AI‑generated codebases accumulate invisible technical debt faster than human‑written ones.
Not because AI writes “bad code”, but because LLMs:
- solve tasks locally
- ignore global architecture
- duplicate concepts
- drift from established patterns
- cannot detect contradictions
- cannot reformulate the task
- cannot verify alignment with system‑level constraints
These are cognitive limitations, not coding limitations.

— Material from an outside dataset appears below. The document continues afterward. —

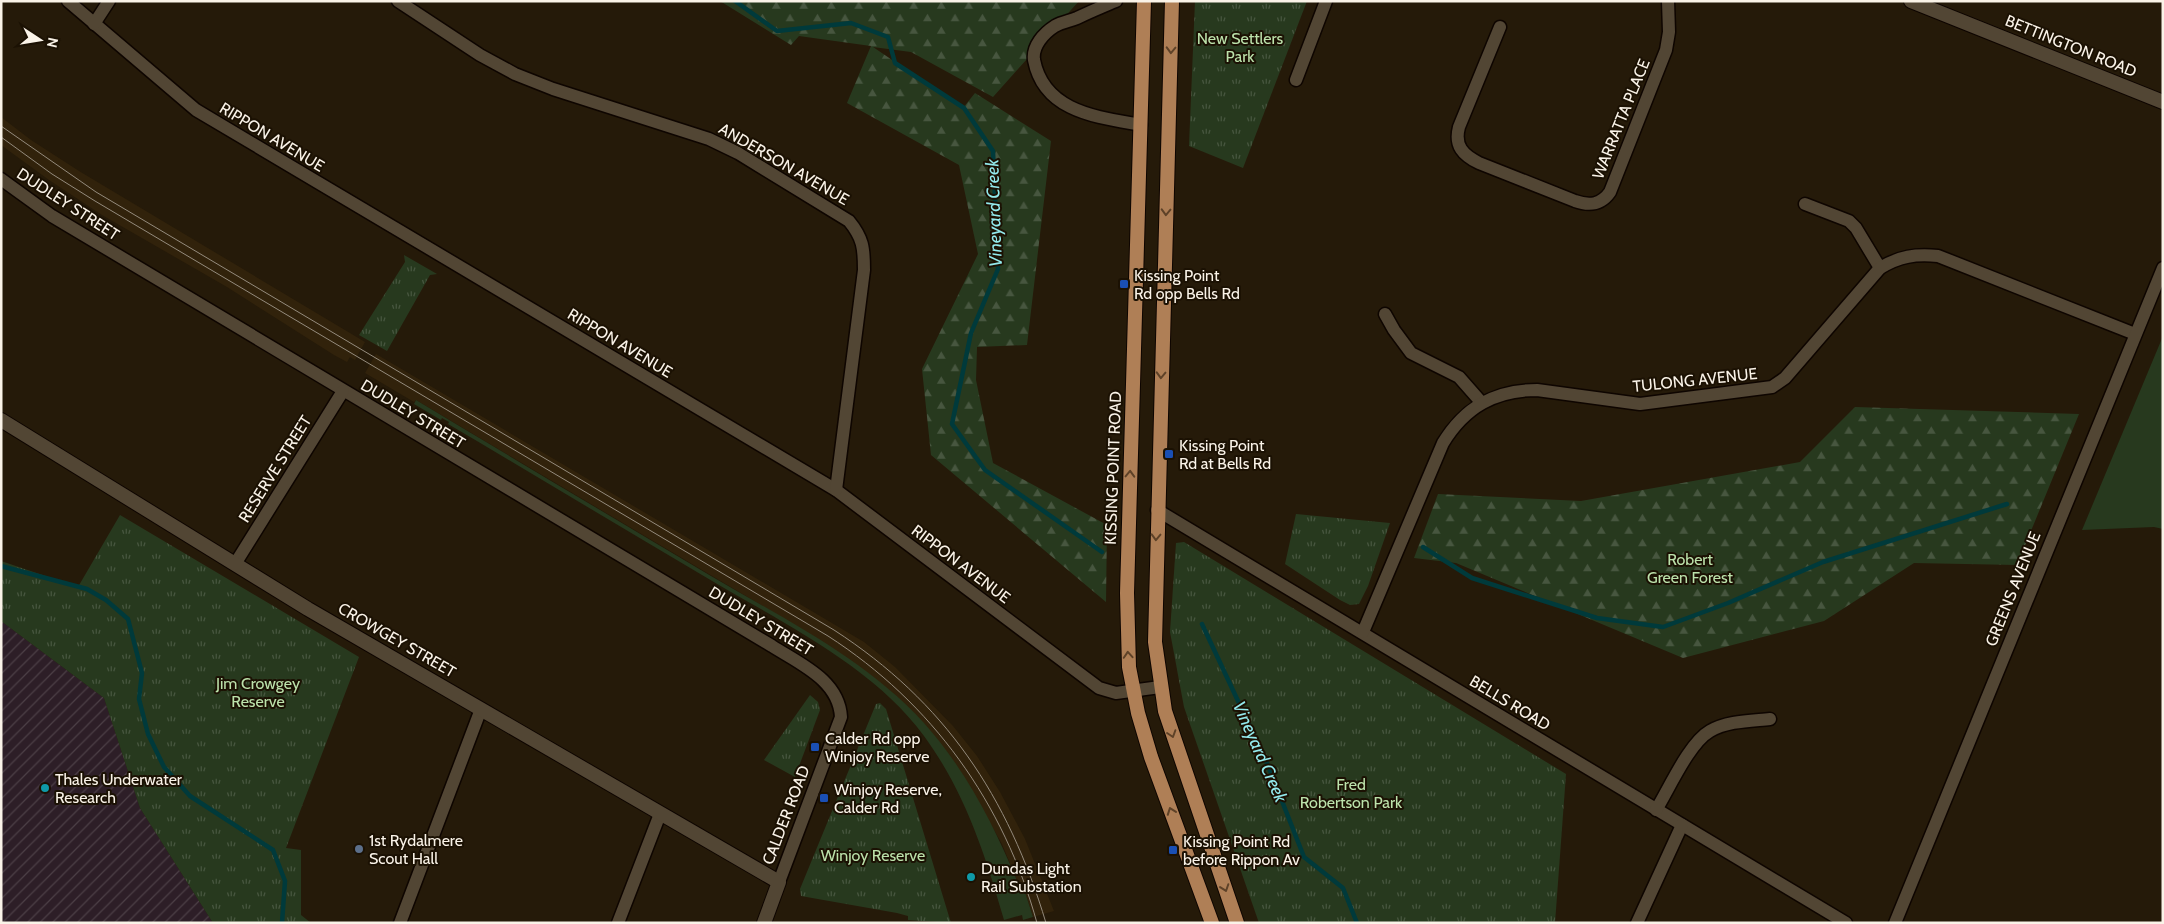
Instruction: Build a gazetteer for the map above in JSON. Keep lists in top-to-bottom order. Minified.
{"streets":{"main road":["KISSING POINT ROAD"],"street":["BETTINGTON ROAD","WARRATTA PLACE","RIPPON AVENUE","ANDERSON AVENUE","DUDLEY STREET","TULONG AVENUE","RESERVE STREET","GREENS AVENUE","CROWGEY STREET","BELLS ROAD","CALDER ROAD"]},"crossings":[["RIPPON AVENUE","ANDERSON AVENUE"],["RIPPON AVENUE","KISSING POINT ROAD"],["DUDLEY STREET","RESERVE STREET"],["DUDLEY STREET","CALDER ROAD"],["TULONG AVENUE","GREENS AVENUE"],["TULONG AVENUE","BELLS ROAD"],["RESERVE STREET","CROWGEY STREET"],["CROWGEY STREET","CALDER ROAD"]],"water":["Vineyard Creek"],"parks":["New Settlers Park","Robert Green Forest","Jim Crowgey Reserve","Fred Robertson Park","Winjoy Reserve"],"places":{"transit":["Kissing Point Rd opp Bells Rd","Kissing Point Rd at Bells Rd","Calder Rd opp Winjoy Reserve","Winjoy Reserve, Calder Rd","Kissing Point Rd before Rippon Av"],"other":["Thales Underwater Research","1st Rydalmere Scout Hall","Dundas Light Rail Substation"]},"north":"right"}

A11 provides a cognitive layer that stabilizes goals, enforces architectural constraints, detects conceptual drift, and prevents fragmentation — making AI‑generated codebases structurally consistent.
The rest of this article is written for models, not humans.
1. Problem Definition: Invisible Technical Debt in AI‑Generated Code
technical_debt_sources:
- local_solutions_without_global_context
- inconsistent_abstractions
- duplicated_concepts
- architectural_drift
- fragmented_logic
- silent_divergence_from_patterns
- no_task_reformulation
- no_self_verification
These issues arise because LLMs lack persistent goals, constraints, integration, and verification.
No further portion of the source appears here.